[[ Material supplied, beginning ]]

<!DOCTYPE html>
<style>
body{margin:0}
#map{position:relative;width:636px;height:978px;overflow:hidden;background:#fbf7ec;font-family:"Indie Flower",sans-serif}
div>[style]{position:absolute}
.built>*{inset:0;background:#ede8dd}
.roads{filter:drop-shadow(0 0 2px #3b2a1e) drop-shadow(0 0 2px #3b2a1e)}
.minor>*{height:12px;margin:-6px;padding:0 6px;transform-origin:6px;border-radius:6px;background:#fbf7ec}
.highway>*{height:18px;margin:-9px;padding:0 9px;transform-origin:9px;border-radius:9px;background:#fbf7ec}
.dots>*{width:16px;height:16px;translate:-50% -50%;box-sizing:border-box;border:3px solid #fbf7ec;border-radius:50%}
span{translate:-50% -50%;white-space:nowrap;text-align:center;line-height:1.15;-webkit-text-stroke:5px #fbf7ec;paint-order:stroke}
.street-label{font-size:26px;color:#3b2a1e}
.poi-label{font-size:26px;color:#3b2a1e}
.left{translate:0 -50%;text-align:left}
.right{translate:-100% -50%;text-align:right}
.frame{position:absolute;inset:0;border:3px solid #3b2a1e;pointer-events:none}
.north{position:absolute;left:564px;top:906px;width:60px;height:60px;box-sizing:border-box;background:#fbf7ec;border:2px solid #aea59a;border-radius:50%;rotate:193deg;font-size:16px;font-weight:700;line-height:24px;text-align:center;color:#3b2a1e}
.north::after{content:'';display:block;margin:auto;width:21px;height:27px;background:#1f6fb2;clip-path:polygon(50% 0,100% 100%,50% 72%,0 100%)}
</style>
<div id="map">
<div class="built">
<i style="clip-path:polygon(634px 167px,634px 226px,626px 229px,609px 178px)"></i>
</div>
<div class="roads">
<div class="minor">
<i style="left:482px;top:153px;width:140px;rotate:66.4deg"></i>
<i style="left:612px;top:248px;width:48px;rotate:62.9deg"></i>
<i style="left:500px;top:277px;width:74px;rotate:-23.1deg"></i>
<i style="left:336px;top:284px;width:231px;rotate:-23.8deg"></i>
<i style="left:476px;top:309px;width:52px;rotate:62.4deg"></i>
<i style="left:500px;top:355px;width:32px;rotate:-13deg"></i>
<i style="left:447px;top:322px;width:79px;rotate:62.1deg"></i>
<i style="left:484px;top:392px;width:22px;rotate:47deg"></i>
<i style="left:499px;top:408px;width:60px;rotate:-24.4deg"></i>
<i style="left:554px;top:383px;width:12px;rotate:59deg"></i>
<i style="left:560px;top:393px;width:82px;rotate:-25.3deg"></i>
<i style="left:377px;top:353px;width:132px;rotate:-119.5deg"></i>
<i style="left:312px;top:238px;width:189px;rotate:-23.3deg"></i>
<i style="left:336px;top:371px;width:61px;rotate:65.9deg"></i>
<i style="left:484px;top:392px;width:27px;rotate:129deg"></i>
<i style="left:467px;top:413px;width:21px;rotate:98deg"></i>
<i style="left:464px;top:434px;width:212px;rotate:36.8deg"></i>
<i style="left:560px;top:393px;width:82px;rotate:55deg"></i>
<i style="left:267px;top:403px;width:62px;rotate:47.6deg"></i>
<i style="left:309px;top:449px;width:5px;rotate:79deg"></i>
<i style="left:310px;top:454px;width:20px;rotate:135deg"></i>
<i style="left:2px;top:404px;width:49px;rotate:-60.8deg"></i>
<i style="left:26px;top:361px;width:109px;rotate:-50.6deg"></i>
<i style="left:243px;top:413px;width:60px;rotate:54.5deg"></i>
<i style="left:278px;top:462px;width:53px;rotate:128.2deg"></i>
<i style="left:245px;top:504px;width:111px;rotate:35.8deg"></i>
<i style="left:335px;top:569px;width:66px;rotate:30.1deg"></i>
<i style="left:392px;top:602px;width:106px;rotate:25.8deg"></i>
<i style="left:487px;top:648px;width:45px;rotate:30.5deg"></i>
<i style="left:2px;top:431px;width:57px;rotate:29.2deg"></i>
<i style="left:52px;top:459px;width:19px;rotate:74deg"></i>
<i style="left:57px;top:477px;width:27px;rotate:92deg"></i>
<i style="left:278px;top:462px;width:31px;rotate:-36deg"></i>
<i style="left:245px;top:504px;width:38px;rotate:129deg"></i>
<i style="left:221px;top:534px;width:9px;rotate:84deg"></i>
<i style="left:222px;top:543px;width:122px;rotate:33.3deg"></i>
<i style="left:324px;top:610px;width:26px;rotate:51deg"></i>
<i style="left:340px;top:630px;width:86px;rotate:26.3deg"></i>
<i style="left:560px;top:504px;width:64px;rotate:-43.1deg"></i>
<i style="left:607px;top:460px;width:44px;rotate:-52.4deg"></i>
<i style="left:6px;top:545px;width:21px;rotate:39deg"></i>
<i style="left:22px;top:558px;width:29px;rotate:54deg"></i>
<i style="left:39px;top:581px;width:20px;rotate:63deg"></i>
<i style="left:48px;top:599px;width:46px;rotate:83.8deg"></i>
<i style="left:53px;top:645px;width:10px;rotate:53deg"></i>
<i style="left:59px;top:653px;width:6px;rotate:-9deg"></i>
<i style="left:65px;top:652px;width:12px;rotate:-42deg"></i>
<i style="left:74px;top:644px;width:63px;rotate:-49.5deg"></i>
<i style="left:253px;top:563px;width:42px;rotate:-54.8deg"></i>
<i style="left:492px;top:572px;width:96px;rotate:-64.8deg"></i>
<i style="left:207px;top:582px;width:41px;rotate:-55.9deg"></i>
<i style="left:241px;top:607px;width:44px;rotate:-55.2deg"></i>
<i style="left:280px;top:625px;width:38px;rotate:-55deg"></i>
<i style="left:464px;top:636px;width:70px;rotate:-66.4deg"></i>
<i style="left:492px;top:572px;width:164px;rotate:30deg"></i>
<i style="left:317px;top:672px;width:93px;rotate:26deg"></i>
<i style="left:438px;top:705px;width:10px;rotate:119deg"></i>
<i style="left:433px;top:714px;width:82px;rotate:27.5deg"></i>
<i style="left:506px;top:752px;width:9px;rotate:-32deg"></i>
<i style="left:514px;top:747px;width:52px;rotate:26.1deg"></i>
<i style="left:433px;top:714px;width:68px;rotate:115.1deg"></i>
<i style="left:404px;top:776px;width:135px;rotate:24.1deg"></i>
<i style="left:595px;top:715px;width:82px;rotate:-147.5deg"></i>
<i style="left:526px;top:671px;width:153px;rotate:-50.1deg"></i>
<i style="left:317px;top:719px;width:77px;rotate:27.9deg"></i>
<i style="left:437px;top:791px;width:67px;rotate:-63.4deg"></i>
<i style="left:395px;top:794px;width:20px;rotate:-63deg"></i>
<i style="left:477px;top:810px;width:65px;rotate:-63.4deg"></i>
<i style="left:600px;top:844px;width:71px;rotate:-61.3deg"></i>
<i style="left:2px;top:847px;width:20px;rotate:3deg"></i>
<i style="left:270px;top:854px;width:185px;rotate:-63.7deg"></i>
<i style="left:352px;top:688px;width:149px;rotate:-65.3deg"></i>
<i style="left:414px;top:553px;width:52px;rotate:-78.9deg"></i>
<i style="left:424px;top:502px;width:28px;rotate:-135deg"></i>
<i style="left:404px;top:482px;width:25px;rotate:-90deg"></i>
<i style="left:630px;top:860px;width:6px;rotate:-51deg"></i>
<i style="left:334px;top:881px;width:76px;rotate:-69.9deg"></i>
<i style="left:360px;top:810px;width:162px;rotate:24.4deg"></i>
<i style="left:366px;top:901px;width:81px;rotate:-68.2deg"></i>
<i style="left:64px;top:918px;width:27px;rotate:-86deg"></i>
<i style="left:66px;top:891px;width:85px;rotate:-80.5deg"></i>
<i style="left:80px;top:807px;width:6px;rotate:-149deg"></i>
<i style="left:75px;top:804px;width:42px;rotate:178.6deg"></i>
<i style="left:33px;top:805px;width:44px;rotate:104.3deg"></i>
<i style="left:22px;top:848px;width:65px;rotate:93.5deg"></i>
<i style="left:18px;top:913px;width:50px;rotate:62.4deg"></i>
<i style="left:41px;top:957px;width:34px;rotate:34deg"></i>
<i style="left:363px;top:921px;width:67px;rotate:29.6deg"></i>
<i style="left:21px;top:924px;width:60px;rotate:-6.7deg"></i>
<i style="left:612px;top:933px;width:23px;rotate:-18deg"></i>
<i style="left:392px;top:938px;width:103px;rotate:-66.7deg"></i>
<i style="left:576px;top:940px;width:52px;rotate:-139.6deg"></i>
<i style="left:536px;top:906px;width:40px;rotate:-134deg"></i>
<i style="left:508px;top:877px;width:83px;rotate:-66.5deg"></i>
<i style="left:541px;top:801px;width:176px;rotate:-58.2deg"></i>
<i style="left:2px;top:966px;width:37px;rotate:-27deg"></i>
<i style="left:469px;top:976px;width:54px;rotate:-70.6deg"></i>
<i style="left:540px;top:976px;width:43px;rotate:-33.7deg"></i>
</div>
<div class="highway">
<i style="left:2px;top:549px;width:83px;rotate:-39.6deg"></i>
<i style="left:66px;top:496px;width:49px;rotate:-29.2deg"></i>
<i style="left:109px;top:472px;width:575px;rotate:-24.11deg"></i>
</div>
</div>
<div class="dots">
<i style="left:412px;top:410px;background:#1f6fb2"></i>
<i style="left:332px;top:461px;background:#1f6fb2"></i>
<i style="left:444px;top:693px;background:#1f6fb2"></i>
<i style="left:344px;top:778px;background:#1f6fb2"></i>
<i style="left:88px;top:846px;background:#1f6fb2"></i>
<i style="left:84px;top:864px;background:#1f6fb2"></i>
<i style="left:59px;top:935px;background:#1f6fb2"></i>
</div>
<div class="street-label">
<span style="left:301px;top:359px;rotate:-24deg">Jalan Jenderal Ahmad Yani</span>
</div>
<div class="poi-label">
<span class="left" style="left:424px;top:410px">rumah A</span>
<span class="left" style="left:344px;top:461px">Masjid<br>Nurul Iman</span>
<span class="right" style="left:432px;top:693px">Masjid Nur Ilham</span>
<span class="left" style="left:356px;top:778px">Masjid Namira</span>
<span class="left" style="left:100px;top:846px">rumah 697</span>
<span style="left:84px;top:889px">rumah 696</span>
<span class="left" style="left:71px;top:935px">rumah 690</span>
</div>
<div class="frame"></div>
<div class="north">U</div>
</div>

[[ Material supplied, end ]]

The lines from the one containing "Jenderal Ahmad Yani</span>" through the last line of the material above are to be copied exactly, both ends included.

• [Output for this task]:
<span style="left:301px;top:359px;rotate:-24deg">Jalan Jenderal Ahmad Yani</span>
</div>
<div class="poi-label">
<span class="left" style="left:424px;top:410px">rumah A</span>
<span class="left" style="left:344px;top:461px">Masjid<br>Nurul Iman</span>
<span class="right" style="left:432px;top:693px">Masjid Nur Ilham</span>
<span class="left" style="left:356px;top:778px">Masjid Namira</span>
<span class="left" style="left:100px;top:846px">rumah 697</span>
<span style="left:84px;top:889px">rumah 696</span>
<span class="left" style="left:71px;top:935px">rumah 690</span>
</div>
<div class="frame"></div>
<div class="north">U</div>
</div>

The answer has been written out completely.